“Our call for innovation welcomes startup solutions that incorporate technologies in AI, data, cloud, autonomy, mobility, or robotics to solve any relevant problem for smart cities. Those problems might be in food supply, construction, water management, transportation or other areas that may not yet be on the public radar — after all, touchless technology is more important today than it was a year ago.”
“We see cities as a platform for innovation, and we’re searching for startups building real-world, scalable solutions to improve the quality of life in urban communities, now and in the future.”—Adler (Images: Toyota)
That’s Jim Adler, founding managing director of Toyota AI Ventures.
He’s talking about the global call for innovation—one that would provide accepted entrepreneurs with from between $500,000 and $2-million in funding—that had first been announced this past January at CES.

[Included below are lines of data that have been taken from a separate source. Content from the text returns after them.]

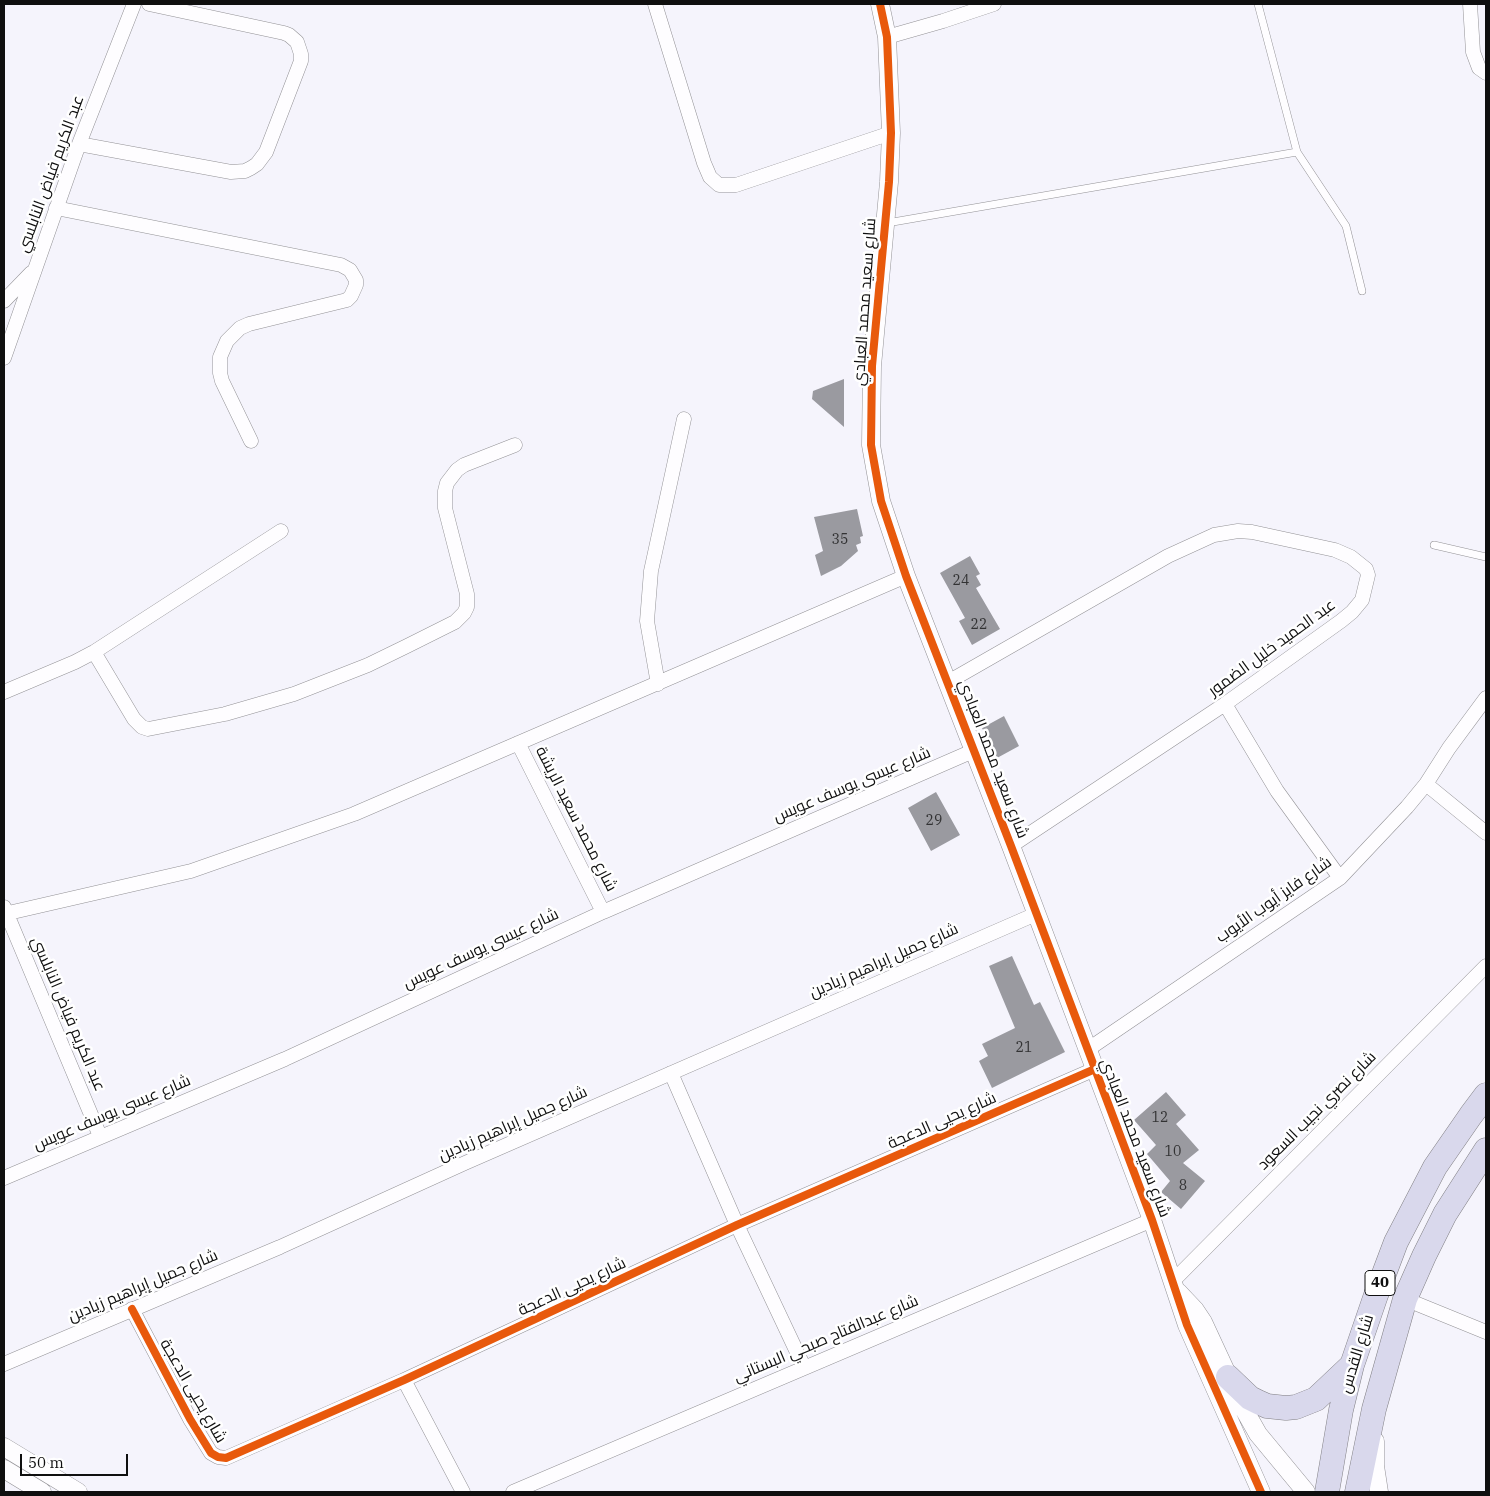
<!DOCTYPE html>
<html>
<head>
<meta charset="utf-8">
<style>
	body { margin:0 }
	#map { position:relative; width:1490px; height:1496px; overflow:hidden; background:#f5f4fc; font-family:"IBM Plex Serif",serif }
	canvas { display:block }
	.frame { position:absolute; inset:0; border:5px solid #0f0f0f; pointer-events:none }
	.scale { position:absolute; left:20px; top:1454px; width:108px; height:22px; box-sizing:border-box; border:2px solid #0f0f0f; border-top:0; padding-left:6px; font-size:15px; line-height:18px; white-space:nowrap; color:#0f0f0f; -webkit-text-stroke:4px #fff; paint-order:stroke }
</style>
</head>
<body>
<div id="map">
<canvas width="1490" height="1496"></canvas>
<div class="frame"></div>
<div class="scale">50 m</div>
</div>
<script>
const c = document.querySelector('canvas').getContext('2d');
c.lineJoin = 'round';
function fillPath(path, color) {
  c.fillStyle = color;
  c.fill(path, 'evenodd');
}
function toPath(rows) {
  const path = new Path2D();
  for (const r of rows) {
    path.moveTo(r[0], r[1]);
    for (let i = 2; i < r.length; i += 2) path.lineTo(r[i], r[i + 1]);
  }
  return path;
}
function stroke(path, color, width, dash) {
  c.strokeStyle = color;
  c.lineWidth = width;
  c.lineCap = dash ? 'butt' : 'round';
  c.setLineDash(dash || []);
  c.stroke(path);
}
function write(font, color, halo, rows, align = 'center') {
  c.font = font + ' "IBM Plex Serif",Cairo,serif';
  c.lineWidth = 5;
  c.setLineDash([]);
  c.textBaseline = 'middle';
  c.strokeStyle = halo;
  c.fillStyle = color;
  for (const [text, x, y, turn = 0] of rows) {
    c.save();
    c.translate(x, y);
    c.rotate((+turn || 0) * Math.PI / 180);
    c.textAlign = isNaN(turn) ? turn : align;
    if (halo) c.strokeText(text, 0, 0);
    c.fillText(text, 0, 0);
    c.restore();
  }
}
const building = toPath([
	[844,379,844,427,812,399,813,391],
	[857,509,863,536,860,537,861,543,856,545,858,551,841,566,821,576,815,555,823,551,814,517],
	[970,556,980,574,976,576,981,585,976,588,1000,629,972,645,959,621,965,618,940,573],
	[1004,716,1019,746,997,758,982,728],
	[936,792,960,835,931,851,908,808],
	[1012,956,1034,1005,1040,1002,1065,1052,992,1088,979,1061,988,1056,982,1044,1015,1028,989,966],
	[1166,1092,1186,1115,1176,1124,1199,1150,1183,1163,1205,1181,1181,1209,1161,1192,1170,1181,1147,1154,1156,1145,1134,1120]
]);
const service = toPath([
	[1258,4,1297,152,1346,226,1362,291],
	[887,223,1297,152],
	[1434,545,1486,557]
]);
const minor = toPath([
	[655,4,704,163,710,177,719,185,736,185,891,133],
	[1470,4,1473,52,1479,68,1486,73],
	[887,37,943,21,994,4],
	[79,144,231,172,245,171,251,168,257,164,266,152,301,61,301,54,297,42,289,35,284,33,149,4],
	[56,208,341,265,350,270,356,280,356,285,351,296,347,300,249,324,240,328,227,341,220,357,220,373,222,381,251,441],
	[4,301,31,273],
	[4,358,79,144,134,4],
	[94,652,134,719,142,727,148,729,225,714,294,694,368,665,407,646,455,622,464,613,467,607,467,594,445,508,445,491,447,483,457,470,464,465,515,445],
	[948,682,1168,556,1214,535,1238,531,1252,532,1335,550,1351,557,1366,569,1368,575,1362,600,1352,612,1341,621,1225,704,1011,846],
	[658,684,647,621,651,571,684,419],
	[4,692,75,662,94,652,281,531],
	[1225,704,1277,791,1340,878],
	[518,743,603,912],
	[1426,784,1486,833],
	[4,907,100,1136],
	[4,914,191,871,354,814,906,576],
	[1087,1050,1340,878,1407,807,1426,784,1449,748,1486,698],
	[671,1073,737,1225,804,1367],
	[4,1178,285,1059,603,912,973,751],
	[1173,1281,1486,966],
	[1405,1299,1486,1332],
	[132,1309,190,1419,211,1453,218,1457,226,1458,404,1380,737,1225,1095,1069],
	[4,1364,280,1247,465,1163,1036,914],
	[404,1380,463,1492],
	[513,1492,1152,1220]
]);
const tertiary = toPath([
	[880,4,887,37,891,133,889,182,872,366,871,445,881,501,906,576,1011,846,1152,1220,1187,1325,1261,1492],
	[1178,1292,1195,1310,1203,1322,1241,1404,1258,1434,1306,1492],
	[1375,1441,1375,1466,1379,1492],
	[4,1447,78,1492],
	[4,1469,42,1492]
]);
const trunk = toPath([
	[1228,1377,1250,1398,1258,1402,1267,1406,1286,1408,1296,1407,1316,1399,1352,1365],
	[1327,1492,1341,1410,1352,1365,1376,1295,1396,1242,1435,1167,1471,1115,1486,1095],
	[1357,1492,1374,1409,1405,1299,1424,1256,1445,1214,1486,1150]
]);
const cycleway = toPath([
	[880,4,887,37,891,133,889,182,872,366,871,445,881,501,906,576,1011,846,1152,1220,1187,1325,1261,1492],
	[132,1309,190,1419,211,1453,218,1457,226,1458,404,1380,737,1225,1095,1069]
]);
const numberNames = [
	["35",840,540],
	["24",961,581],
	["22",979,625],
	["29",934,821],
	["21",1024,1048],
	["12",1160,1118],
	["10",1173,1152],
	["8",1183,1186]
];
const shields = [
	[1380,1283,30]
];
const shieldNames = [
	["40",1380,1283]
];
const streetNames = [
	["عبد الكريم فياض النابلسي",51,174,-70],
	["شارع سعيد محمد العبادي",865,302,-86],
	["عبد الحميد خليل الضمور",1272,648,-36],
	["شارع سعيد محمد العبادي",993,759,69],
	["شارع عيسى يوسف عويس",852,785,-23],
	["شارع محمد سعيد الريشة",576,819,63],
	["شارع فايز أيوب الأيوب",1274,900,-35],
	["شارع عيسى يوسف عويس",481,949,-25],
	["شارع جميل إبراهيم زيادين",884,961,-24],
	["عبد الكريم فياض النابلسي",68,1014,67],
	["شارع نصري نجيب السعود",1317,1111,-45],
	["شارع عيسى يوسف عويس",112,1113,-23],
	["شارع يحيى الدعجة",942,1121,-24],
	["شارع جميل إبراهيم زيادين",513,1124,-24],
	["شارع سعيد محمد العبادي",1135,1138,69],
	["شارع جميل إبراهيم زيادين",143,1286,-23],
	["شارع يحيى الدعجة",572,1287,-25],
	["شارع عبدالفتاح صبحي البستاني",826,1339,-23],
	["شارع القدس",1357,1354,-73],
	["شارع يحيى الدعجة",193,1391,60]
];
fillPath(building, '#9a9aa0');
stroke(service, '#939296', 8);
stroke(minor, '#939296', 15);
stroke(tertiary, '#939296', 19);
stroke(trunk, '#807f83', 25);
stroke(service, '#fefdff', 7);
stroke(minor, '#fefdff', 14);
stroke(tertiary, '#fefdff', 18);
stroke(trunk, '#d9d8ec', 24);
stroke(cycleway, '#e8590c', 8);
write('14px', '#323233', null, numberNames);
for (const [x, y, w] of shields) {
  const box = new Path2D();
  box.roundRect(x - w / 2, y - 12.5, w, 25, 4);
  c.fillStyle = '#fff';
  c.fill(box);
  stroke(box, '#0f0f0f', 1);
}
write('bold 15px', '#0f0f0f', null, shieldNames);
write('16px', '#0f0f0f', '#fff', streetNames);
</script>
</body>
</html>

When he made the original announcement Adler said, “Over half of the world’s population lives in urban areas today, and that trend is expected to increase in the coming decades. As cities become more populated and dense, technology has a key role to play in addressing challenges like congestion, housing shortages and pollution. We see cities as a platform for innovation, and we’re searching for startups building real-world, scalable solutions to improve the quality of life in urban communities, now and in the future.”
As you may recall, at the 2020 CES Toyota revealed the Woven City, its plan to create a living laboratory where people would live, work and perform their daily activities. And one where there wouldn’t be Camrys and Highlanders rolling around, as there would be micromobility devices, underscoring that Toyota has a vision that goes well beyond what millions of people currently have in their garages.

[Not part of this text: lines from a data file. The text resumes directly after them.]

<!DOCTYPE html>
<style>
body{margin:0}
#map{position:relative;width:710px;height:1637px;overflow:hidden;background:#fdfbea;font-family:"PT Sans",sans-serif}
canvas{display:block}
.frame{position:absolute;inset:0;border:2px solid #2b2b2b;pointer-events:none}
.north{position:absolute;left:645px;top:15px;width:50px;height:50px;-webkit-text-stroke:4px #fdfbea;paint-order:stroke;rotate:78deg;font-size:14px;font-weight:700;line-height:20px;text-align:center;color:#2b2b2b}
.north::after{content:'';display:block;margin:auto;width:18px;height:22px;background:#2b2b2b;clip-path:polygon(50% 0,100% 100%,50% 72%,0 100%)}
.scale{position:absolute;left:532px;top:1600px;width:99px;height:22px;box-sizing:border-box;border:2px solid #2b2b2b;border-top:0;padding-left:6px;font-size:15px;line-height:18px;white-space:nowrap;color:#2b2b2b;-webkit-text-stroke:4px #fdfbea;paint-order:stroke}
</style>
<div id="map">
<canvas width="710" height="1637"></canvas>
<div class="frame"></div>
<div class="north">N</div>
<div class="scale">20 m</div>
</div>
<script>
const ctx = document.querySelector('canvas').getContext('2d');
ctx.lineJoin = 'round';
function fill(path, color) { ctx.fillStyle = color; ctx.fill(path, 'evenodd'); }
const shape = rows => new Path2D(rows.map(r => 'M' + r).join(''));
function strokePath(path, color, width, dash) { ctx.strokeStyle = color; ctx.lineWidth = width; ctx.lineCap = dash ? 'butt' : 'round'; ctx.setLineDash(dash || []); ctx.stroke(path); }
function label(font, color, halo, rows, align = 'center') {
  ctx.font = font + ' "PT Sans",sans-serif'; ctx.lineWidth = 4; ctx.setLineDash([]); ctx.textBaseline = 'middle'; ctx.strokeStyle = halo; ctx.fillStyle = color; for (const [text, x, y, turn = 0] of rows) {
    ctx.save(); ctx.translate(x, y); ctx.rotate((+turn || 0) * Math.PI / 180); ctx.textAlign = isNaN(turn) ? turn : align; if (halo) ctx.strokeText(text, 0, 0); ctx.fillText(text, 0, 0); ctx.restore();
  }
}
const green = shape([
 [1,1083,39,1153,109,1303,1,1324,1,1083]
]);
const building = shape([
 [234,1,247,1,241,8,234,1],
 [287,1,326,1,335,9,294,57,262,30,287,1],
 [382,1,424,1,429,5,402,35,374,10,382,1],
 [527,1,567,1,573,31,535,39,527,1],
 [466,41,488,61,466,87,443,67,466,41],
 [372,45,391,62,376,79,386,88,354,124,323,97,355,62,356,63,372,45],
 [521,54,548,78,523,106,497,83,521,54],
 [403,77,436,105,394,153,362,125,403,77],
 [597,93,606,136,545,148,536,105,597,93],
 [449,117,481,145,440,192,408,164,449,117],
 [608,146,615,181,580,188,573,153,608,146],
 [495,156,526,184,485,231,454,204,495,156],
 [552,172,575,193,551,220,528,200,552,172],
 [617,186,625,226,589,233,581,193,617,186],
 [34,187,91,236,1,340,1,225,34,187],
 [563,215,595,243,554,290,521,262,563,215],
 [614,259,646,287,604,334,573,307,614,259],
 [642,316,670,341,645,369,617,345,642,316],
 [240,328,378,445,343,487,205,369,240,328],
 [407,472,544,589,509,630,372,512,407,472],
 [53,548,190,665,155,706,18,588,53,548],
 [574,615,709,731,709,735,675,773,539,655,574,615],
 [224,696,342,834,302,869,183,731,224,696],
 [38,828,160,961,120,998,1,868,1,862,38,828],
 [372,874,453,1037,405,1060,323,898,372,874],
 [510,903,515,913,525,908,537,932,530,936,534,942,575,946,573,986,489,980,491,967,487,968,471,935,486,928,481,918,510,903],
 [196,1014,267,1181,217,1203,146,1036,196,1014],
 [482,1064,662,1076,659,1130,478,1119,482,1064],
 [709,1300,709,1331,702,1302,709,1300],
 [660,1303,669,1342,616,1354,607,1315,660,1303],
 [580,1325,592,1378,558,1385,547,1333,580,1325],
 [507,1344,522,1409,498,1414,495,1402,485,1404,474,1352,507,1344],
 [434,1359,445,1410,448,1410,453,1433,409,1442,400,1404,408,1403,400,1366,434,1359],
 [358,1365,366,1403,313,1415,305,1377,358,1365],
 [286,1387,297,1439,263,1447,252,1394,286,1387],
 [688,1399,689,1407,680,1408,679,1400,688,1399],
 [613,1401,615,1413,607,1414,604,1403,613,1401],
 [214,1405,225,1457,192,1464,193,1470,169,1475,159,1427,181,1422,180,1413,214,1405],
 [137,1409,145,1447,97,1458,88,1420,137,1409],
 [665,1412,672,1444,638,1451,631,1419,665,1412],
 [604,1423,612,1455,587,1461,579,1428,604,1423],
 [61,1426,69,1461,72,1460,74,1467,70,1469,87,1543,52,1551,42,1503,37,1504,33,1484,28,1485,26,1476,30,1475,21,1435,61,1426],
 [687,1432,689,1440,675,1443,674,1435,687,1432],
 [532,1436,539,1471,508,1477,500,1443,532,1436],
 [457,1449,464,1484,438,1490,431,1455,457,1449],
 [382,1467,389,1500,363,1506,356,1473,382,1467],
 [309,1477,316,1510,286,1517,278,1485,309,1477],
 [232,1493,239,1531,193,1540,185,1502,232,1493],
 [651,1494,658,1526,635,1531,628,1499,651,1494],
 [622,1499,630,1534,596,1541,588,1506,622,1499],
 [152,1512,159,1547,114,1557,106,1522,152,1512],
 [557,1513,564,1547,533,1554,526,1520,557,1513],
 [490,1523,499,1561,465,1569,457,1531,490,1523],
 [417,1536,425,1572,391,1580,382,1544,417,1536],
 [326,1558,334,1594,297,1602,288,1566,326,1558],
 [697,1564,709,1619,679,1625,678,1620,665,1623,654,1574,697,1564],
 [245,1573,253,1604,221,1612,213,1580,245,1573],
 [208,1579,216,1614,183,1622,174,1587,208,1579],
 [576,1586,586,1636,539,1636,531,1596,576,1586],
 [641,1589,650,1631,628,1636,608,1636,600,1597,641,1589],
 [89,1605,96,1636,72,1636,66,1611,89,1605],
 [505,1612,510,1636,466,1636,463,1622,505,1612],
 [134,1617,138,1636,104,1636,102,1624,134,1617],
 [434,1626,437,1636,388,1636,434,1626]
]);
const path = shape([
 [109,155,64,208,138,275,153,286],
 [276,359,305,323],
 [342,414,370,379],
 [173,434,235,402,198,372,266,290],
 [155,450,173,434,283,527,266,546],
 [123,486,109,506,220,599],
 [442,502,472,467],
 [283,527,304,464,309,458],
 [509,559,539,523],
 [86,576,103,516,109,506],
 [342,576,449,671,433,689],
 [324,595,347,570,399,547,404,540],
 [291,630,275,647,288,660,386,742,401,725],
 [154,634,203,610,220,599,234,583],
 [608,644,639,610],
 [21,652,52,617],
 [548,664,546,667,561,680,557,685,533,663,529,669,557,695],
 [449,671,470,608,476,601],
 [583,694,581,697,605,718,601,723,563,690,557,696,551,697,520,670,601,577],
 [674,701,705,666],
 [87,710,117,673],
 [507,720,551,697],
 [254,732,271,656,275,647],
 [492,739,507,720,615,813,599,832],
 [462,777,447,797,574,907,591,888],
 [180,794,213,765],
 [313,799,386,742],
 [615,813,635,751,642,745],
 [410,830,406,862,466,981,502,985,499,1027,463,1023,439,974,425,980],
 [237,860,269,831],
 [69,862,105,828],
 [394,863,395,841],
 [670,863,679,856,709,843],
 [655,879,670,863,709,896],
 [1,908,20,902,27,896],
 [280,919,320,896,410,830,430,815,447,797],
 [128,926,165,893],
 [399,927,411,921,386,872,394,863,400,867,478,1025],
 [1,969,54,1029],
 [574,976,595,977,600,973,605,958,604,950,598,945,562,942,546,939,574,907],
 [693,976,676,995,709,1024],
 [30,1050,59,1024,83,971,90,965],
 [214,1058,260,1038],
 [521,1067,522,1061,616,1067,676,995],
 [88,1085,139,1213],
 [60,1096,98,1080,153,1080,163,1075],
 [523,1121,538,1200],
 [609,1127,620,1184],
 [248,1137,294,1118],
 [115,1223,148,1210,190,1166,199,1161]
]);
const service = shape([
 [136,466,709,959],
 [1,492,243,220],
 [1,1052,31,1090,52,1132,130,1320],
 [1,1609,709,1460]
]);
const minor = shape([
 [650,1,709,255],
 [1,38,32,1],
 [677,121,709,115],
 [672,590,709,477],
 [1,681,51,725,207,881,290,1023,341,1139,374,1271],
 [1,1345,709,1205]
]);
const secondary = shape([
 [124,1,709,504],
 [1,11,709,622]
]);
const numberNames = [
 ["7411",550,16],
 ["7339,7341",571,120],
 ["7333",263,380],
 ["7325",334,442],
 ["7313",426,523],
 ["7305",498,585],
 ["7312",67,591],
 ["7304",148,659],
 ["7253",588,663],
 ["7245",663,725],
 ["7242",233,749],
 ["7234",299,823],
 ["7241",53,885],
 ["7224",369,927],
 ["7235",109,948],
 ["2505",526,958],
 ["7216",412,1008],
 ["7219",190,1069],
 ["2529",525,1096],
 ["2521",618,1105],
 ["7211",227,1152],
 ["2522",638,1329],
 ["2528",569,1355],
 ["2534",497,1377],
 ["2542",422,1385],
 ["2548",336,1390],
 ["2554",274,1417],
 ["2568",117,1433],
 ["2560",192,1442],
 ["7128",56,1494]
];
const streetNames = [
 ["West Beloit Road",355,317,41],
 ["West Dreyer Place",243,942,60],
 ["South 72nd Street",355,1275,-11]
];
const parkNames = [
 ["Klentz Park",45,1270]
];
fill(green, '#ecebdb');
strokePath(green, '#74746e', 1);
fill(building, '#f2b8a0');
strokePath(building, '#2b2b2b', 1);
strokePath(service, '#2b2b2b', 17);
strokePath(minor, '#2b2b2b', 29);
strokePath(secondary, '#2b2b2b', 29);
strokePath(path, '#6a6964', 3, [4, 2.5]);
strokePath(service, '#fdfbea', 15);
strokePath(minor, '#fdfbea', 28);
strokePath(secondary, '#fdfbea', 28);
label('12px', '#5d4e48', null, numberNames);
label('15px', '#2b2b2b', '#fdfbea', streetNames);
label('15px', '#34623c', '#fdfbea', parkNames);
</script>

Helping to realize the physical Woven City is Toyota Research Institute-Advanced Development (TRI-AD), which is working with Toyota AI Ventures on the call for innovation. The Toyota Research Institute is a participant, as well.
When Adler made the original announcement on January 7, the deadline for submissions had been April 30.
A whole lot has happened in the world between January 7 and now.
So the deadline has been extended to June 30, 2020.
What they are hoping to fund, as we perhaps all realize right now, will likely have bigger benefits to humanity than Adler and his colleagues had first imagined.